Abgesehen von dem Gesetz dass wichtig ist, nicht nur für die Frauen die einen Schwangerschaftsabbruch durchführen wollen, sonder für alle Frauen. Niemand sollte irgendwo belästigt werden dürfen.
Wem bitteschön fällt ein solches Wort dafür ein „Gehsteigbelästigungsgesetz“.
Seit heute gilt in Deutschland ein „Gehsteigbelästigungsgesetz“. Das Recht auf Schwangerschaftsabbrüche wird immer wieder diskutiert, auch in Deutschland ist es keine Selbstverständlichkeit. Gegner tun ihre Meinung auch vor Spitäler und Beratungsstellen kund. Ein neues Gesetz soll dem ein Ende setzen.
Mit Plakaten und Schildern stehen sie vor den Einrichtungen. Manchmal sprechen sie sogar Menschen an, die die Praxen betreten wollen.
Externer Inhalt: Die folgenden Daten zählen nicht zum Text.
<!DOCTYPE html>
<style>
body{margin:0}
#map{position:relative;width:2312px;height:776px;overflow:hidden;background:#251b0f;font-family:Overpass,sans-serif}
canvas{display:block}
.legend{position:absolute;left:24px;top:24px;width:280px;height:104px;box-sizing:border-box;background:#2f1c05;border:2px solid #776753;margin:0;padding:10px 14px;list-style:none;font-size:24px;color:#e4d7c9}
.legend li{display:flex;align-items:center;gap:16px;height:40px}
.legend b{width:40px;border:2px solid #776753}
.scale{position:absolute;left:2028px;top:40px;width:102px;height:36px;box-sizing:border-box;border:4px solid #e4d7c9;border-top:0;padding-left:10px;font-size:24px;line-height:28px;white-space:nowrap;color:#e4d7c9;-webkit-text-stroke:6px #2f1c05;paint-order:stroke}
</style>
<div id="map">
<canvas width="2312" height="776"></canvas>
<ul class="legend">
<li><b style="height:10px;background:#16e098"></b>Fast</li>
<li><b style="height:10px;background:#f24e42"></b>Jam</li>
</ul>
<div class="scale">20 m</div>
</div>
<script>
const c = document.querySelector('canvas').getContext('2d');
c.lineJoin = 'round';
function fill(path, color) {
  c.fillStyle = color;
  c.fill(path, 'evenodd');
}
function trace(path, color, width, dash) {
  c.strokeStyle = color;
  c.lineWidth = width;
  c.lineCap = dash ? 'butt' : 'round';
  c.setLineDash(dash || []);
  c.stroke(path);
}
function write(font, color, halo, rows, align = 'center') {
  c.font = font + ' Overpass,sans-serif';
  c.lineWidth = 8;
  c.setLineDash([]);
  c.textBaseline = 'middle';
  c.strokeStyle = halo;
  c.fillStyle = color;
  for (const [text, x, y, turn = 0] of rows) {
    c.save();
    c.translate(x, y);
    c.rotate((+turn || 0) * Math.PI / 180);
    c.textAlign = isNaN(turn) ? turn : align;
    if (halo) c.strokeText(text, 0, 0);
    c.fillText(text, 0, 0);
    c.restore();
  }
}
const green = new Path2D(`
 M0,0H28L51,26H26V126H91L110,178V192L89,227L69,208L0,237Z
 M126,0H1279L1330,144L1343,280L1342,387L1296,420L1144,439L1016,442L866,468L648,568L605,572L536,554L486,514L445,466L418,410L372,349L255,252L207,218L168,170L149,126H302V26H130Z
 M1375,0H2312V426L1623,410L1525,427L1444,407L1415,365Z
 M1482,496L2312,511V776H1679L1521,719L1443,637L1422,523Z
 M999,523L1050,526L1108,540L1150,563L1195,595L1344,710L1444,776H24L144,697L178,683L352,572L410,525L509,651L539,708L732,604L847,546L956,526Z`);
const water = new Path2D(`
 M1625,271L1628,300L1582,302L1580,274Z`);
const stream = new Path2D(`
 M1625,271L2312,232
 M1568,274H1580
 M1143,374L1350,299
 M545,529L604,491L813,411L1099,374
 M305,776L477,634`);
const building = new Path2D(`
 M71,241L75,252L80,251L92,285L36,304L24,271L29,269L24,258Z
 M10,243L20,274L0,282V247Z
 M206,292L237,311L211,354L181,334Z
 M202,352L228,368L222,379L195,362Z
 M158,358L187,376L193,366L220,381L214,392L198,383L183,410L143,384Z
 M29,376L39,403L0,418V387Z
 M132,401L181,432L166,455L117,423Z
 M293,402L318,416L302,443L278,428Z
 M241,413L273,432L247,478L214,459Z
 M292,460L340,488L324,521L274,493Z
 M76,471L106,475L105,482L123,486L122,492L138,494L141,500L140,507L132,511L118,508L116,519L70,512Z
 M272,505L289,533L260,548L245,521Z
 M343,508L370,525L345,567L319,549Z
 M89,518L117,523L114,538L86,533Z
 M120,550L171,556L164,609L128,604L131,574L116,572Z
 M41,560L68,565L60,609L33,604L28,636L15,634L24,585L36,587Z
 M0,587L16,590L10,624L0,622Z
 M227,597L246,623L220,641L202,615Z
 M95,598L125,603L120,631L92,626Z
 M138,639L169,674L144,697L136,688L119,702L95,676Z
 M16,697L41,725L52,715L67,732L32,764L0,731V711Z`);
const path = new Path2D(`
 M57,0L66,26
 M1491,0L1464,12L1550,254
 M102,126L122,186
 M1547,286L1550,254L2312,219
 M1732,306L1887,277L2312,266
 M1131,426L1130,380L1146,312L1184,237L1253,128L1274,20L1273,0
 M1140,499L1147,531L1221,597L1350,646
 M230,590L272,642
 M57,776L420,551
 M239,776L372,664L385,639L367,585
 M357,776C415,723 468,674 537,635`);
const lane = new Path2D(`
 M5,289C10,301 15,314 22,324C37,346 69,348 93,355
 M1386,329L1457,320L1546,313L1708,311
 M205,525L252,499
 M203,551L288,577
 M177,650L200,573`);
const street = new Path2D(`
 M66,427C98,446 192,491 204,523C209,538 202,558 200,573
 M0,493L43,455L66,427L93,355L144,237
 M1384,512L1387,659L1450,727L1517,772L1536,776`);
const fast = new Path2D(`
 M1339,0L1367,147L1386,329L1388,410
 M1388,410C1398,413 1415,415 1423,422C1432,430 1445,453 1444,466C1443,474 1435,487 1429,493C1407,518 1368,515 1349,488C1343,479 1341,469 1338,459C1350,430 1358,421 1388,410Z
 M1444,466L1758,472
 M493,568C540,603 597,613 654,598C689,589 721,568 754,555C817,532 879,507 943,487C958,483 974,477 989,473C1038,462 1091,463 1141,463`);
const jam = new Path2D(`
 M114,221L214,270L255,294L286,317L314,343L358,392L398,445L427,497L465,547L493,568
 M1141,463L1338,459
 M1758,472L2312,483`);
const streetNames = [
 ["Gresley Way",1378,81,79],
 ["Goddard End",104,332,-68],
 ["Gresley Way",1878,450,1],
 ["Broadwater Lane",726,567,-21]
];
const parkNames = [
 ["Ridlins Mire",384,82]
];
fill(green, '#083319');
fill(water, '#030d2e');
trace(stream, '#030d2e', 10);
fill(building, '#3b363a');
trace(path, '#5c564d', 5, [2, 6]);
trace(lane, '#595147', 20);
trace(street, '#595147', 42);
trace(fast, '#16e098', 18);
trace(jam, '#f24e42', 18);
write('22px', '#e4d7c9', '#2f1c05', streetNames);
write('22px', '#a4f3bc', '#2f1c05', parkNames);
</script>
Es wird laut gebetet, gerufen und gesungen. Daran müssen Betroffene vorbei, die abtreiben wollen oder darüber nachdenken und Rat suchen. Damit soll jetzt aber Schluss sein.
Vor Praxen und Beratungsstellen gibt es dann Schutzzonen, die Abtreibungsgegnerinnen und -gegner für ihren Protest nicht nutzen dürfen. 100 Meter Abstand müssen mindestens gehalten werden. Wird das missachtet, müssen die Protestierenden mit Ordnungsstrafen rechnen. Das zu verhängende Bußgeld kann bis zu 5000 Euro hoch sein.